Первомайский сон Фантастический рассказ - Кириллов Владимир. Страница 4
Как и крестьянские поэты, Кириллов не узнал в осуществленной партией утопии свой романтический утопизм. В августе 1920 г. С. Есенин писал Е. Лившиц, что «идет совершенно не тот социализм, о котором я думал». Первомайский сон В. Кириллова дает нам картину того будущего, о котором мечтал поэт. Утопия Кириллова тем не менее осталась незавершенной [16], как и утопия Чаянова 1920 г., с которой она имеет общие черты.

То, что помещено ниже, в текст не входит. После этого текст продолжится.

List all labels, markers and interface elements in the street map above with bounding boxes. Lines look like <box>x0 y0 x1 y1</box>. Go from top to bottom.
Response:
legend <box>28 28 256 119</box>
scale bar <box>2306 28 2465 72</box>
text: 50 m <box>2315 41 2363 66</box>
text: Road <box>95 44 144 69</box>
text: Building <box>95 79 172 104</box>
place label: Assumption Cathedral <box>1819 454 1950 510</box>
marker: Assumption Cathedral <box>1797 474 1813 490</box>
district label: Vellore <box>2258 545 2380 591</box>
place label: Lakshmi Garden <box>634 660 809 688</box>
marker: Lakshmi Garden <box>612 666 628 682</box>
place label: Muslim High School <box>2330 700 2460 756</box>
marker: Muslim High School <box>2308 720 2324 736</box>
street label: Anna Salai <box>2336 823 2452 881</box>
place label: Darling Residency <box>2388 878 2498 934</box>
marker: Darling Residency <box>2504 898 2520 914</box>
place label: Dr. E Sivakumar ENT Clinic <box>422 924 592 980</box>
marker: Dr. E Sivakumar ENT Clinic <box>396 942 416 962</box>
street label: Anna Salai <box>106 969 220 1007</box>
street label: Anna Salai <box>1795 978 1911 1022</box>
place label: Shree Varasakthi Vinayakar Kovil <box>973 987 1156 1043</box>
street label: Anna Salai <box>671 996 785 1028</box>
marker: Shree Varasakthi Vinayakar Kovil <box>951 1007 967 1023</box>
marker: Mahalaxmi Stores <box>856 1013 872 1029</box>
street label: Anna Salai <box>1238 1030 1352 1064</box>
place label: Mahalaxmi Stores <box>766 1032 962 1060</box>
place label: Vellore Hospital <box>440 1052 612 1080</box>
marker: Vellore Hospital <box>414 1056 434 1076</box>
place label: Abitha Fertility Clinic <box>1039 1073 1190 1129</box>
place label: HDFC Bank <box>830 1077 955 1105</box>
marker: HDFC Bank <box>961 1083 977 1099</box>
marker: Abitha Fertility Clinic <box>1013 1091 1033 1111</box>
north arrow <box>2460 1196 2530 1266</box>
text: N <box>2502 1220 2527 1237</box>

Исходная точка обеих утопий одинакова: это «военный коммунизм». Чаянов полагает, что он достиг своих целей уже в 1921 г. (разрушение «семейного очага», запрещение домашнего питания, монополизация культуры и т. д.) и его утопия предлагает противоположную модель устройства. У Кириллова военный коммунизм тоже изображен как время «нужды, холода и голода» [17], но поэт считает, что это лишь «временные трудности», и изображает будущий расцвет этого же строя. При этой принципиальной разнице структура и ряд мотивов обеих утопий близки друг к другу. Город, в котором оказываются герои посредством сна (этот прием восходит к роману Л. Мерсье Год 2440, 1770) — Москва в 1984 г. у Чаянова [18], в 1999 г. у Кириллова. Москва превратилась в город-сад, в котором сохранены Кремль и ряд церквей. У Кириллова улицы пересекаются перпендикулярно и предназначены для пешеходов: все движение — подземное. Люди живут в «селениях», которые соединены с городами поездами без двигателей в вакуумных подземных туннелях (этот вид транспорта был уже описан Одоевским и Гастевым): «Наше сообщение позволяет нам в 5-10 минут приезжать на работу из самых отдаленных пунктов наших селений». В 1922 г. Е. Преображенский выпустил футурологический трактат в виде лекций, «прочитанных в 1970 г. в Политехническом музее профессором русской истории Минаевым, по совместительству слесарем железнодорожных мастерских». Говоря об «урбанизации деревни», он пишет: «Теперь рабочий может жить за сто верст от Москвы и летать туда утром и вечером на пассажирском аэроплане» [19]. В утопии Кириллова люди работают 4–5 часов в день в фабриках-«небоскребах» (не выше церковных крестов), в лабораториях или техникумах из белого камня и стекла, из которых не валится дым (найден способ «бездымного сгорания веществ») [20]. Город будущего имеет черты городов США (в которых Кириллов провел год), но уже с экологическим уклоном, и является прямой противоположностью городу трущоб и проституток, который описывал поэт в своей дореволюционной поэзии.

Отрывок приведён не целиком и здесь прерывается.